### TASK TO CARRY OUT
Scan the material below for the string "muted". Report every line that has it.

--- EXTRACTED DATA Enclosed Below ---

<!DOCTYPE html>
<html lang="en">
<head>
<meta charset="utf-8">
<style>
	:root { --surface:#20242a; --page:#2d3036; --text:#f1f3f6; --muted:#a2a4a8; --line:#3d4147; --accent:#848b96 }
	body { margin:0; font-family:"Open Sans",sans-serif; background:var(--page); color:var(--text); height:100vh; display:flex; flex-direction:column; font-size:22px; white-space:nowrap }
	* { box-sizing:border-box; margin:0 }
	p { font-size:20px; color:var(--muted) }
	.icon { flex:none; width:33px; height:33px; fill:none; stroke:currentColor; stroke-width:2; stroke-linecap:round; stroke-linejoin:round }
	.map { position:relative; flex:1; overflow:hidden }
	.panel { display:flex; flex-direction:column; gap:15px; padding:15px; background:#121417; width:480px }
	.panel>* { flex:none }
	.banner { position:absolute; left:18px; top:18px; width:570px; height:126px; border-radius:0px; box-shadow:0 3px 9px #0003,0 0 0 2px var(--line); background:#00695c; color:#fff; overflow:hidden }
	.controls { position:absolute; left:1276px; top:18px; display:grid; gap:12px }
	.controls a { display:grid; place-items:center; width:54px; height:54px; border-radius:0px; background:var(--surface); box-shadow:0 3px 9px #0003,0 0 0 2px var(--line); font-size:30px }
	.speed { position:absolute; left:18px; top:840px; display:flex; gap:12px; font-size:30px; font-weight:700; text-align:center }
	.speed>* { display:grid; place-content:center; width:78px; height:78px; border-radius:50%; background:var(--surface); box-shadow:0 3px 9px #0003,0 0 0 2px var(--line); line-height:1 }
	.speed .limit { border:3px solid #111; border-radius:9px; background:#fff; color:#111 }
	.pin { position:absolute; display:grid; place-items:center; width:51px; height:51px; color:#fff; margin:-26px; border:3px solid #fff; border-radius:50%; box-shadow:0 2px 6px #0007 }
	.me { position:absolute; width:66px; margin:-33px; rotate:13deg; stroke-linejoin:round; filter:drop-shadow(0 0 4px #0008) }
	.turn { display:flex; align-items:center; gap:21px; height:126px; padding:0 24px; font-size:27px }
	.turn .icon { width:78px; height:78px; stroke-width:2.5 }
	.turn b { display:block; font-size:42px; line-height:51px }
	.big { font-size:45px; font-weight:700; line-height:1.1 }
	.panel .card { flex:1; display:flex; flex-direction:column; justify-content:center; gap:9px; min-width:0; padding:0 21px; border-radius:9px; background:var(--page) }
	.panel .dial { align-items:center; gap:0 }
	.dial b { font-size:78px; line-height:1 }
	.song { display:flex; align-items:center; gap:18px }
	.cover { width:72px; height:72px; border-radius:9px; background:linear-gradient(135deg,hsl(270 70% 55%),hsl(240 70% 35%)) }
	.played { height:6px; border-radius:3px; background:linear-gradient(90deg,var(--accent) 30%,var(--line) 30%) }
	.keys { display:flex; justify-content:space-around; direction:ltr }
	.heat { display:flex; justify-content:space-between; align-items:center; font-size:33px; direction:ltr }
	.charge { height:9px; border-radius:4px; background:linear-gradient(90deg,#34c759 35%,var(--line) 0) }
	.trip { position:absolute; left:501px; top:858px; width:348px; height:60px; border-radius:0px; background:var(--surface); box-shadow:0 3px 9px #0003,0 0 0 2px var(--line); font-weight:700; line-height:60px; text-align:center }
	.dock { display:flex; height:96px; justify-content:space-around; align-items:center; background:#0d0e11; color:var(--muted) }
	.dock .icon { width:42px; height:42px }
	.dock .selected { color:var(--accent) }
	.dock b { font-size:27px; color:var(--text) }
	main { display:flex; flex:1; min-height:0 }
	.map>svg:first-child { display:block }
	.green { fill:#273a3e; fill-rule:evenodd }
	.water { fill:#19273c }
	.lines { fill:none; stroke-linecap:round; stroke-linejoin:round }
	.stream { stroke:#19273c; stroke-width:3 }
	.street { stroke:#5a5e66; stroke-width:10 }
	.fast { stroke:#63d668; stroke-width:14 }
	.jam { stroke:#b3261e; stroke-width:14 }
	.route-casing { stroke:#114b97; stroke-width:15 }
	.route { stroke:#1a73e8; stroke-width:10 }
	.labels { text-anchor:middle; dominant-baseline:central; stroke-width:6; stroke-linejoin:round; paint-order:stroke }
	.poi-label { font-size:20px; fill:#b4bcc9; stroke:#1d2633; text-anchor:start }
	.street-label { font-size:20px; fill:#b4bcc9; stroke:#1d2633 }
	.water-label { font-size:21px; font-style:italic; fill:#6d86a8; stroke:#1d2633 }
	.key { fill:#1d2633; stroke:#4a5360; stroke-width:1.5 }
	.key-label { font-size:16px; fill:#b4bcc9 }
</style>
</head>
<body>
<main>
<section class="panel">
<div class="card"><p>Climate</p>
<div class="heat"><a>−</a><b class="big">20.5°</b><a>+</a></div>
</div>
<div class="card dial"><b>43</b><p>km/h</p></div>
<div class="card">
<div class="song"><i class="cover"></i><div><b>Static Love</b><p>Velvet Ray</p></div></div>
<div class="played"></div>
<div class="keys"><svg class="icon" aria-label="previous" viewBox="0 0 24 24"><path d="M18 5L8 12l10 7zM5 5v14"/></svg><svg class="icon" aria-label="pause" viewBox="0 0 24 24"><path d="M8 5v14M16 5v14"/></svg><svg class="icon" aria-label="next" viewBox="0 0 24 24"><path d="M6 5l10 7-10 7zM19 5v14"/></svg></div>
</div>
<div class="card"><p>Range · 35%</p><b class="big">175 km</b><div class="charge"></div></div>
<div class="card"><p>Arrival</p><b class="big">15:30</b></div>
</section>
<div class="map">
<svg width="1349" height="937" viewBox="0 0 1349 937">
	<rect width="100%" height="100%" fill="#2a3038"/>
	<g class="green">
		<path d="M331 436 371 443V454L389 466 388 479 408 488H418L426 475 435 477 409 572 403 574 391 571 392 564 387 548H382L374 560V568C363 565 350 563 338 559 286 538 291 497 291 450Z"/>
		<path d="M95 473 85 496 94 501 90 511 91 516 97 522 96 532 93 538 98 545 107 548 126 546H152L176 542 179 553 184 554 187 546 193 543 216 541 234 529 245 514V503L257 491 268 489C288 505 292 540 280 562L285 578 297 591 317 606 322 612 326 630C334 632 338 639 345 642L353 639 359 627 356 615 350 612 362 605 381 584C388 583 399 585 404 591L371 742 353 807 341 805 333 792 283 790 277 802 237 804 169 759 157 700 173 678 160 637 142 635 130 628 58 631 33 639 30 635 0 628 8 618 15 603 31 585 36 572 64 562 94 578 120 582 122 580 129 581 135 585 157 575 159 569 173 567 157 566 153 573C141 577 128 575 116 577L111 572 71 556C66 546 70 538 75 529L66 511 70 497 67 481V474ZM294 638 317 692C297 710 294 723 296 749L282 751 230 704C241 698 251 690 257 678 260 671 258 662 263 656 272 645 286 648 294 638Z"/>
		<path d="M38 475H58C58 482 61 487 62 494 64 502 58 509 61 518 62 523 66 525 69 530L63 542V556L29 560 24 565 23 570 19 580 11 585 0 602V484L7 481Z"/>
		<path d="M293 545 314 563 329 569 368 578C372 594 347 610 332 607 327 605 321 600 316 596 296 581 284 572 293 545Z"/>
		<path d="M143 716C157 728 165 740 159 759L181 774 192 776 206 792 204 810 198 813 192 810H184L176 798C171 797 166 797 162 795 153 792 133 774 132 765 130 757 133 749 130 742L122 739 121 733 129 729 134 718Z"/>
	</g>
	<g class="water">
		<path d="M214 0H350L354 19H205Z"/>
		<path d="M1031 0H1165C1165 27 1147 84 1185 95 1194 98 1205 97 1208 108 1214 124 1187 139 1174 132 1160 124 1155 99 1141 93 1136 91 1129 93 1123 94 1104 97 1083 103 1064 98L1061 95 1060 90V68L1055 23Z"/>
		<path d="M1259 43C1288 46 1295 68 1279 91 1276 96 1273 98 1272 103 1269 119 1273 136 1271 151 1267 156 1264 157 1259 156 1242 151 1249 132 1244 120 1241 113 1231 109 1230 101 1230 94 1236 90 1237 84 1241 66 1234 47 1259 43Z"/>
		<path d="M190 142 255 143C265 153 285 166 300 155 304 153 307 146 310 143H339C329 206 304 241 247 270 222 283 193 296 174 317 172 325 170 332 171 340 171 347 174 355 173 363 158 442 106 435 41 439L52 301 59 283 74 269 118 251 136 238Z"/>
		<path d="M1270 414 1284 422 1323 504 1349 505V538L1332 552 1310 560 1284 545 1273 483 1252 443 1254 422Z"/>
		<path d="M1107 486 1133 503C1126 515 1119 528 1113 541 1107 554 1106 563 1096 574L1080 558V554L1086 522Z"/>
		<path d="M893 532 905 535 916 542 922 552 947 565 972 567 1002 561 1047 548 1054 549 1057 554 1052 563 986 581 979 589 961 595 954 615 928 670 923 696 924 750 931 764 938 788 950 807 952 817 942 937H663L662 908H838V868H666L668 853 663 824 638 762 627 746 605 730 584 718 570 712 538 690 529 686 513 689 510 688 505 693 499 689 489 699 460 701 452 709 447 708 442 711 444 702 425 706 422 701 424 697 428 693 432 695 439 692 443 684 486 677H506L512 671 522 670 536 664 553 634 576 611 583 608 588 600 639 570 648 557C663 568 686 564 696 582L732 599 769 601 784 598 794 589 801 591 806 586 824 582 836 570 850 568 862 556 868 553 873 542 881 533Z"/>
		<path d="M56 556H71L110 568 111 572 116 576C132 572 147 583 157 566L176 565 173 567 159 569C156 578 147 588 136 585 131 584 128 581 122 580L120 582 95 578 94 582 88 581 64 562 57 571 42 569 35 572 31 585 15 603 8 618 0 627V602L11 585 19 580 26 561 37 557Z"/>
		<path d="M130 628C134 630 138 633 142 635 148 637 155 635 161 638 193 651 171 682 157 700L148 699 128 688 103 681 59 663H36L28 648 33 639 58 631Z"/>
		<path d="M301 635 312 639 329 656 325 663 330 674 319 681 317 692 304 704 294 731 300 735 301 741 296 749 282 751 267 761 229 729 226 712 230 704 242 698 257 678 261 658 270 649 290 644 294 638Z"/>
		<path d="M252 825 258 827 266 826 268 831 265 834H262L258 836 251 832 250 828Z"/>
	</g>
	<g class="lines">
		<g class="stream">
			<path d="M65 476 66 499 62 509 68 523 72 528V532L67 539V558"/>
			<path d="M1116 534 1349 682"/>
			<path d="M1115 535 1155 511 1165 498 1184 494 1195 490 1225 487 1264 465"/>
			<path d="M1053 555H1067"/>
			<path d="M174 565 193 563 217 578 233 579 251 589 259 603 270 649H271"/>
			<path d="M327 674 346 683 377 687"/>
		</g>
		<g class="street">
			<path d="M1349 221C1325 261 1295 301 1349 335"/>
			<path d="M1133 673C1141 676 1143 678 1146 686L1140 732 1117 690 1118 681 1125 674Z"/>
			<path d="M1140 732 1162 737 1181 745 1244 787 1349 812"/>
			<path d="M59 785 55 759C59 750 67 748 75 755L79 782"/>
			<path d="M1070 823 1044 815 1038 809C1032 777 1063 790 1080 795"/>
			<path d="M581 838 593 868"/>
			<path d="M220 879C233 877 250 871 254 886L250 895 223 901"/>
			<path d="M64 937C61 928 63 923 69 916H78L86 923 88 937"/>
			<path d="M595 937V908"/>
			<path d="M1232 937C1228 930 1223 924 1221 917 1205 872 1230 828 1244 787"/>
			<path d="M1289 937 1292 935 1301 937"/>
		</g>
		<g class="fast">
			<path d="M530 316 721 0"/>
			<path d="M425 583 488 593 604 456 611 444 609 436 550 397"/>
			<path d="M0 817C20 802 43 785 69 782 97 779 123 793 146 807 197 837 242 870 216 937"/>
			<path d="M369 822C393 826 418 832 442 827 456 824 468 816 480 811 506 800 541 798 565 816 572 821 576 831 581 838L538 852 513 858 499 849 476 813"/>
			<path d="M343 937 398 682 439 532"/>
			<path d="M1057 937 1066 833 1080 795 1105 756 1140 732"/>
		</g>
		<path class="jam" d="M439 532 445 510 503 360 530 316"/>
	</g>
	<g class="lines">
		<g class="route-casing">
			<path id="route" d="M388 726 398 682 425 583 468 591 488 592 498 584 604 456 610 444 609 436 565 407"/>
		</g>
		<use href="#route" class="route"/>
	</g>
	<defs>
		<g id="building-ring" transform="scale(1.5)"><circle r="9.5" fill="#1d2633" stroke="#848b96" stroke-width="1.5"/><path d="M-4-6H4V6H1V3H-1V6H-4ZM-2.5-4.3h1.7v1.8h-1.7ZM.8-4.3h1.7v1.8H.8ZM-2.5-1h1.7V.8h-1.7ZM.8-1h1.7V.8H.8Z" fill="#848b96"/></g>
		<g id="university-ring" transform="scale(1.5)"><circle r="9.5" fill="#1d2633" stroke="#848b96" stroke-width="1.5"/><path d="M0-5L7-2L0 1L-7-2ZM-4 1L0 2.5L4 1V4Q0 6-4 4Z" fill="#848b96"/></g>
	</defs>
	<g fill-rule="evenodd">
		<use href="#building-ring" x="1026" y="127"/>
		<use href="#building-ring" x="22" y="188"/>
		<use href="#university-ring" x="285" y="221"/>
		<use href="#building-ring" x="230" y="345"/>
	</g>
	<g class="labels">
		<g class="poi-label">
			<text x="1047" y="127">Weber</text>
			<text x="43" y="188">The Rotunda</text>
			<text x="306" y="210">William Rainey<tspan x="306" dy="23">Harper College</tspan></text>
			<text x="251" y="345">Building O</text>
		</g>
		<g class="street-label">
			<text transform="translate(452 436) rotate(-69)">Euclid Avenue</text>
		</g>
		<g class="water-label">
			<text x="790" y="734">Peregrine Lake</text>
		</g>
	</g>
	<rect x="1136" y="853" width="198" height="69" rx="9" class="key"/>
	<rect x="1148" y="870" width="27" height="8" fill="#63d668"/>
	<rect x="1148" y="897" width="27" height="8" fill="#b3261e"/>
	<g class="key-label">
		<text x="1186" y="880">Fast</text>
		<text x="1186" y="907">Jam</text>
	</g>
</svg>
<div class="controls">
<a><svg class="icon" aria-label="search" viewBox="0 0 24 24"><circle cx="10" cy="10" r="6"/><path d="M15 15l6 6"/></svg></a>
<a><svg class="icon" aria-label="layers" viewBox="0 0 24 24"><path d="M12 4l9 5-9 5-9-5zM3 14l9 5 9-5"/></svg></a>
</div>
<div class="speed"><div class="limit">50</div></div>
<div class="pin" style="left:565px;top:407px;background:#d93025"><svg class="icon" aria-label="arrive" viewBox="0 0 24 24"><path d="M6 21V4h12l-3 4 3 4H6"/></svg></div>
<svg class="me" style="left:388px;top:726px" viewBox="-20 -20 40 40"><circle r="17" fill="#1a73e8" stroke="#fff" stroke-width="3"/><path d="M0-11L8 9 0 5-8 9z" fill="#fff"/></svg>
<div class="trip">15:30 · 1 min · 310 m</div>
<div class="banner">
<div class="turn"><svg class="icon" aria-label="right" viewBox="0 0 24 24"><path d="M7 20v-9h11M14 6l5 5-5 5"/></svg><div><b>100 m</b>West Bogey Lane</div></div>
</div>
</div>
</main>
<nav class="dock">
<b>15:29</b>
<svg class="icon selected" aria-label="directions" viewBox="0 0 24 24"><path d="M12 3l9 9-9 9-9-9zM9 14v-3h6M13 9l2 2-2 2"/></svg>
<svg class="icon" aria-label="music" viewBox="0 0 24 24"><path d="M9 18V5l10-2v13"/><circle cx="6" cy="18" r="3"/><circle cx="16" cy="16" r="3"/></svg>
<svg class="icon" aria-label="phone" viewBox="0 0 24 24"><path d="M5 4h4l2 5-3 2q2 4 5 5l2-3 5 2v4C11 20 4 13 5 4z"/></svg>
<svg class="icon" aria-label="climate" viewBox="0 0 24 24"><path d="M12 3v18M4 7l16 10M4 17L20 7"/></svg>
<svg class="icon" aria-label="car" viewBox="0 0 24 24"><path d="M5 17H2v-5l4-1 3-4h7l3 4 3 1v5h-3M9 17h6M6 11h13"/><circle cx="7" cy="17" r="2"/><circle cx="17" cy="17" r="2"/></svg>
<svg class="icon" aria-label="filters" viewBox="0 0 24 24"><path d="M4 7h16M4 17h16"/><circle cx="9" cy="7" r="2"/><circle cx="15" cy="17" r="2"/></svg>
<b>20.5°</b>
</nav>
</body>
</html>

--- End of Enclosed EXTRACTED DATA ---

### EXERCISE RESPONSE
	:root { --surface:#20242a; --page:#2d3036; --text:#f1f3f6; --muted:#a2a4a8; --line:#3d4147; --accent:#848b96 }
	p { font-size:20px; color:var(--muted) }
	.dock { display:flex; height:96px; justify-content:space-around; align-items:center; background:#0d0e11; color:var(--muted) }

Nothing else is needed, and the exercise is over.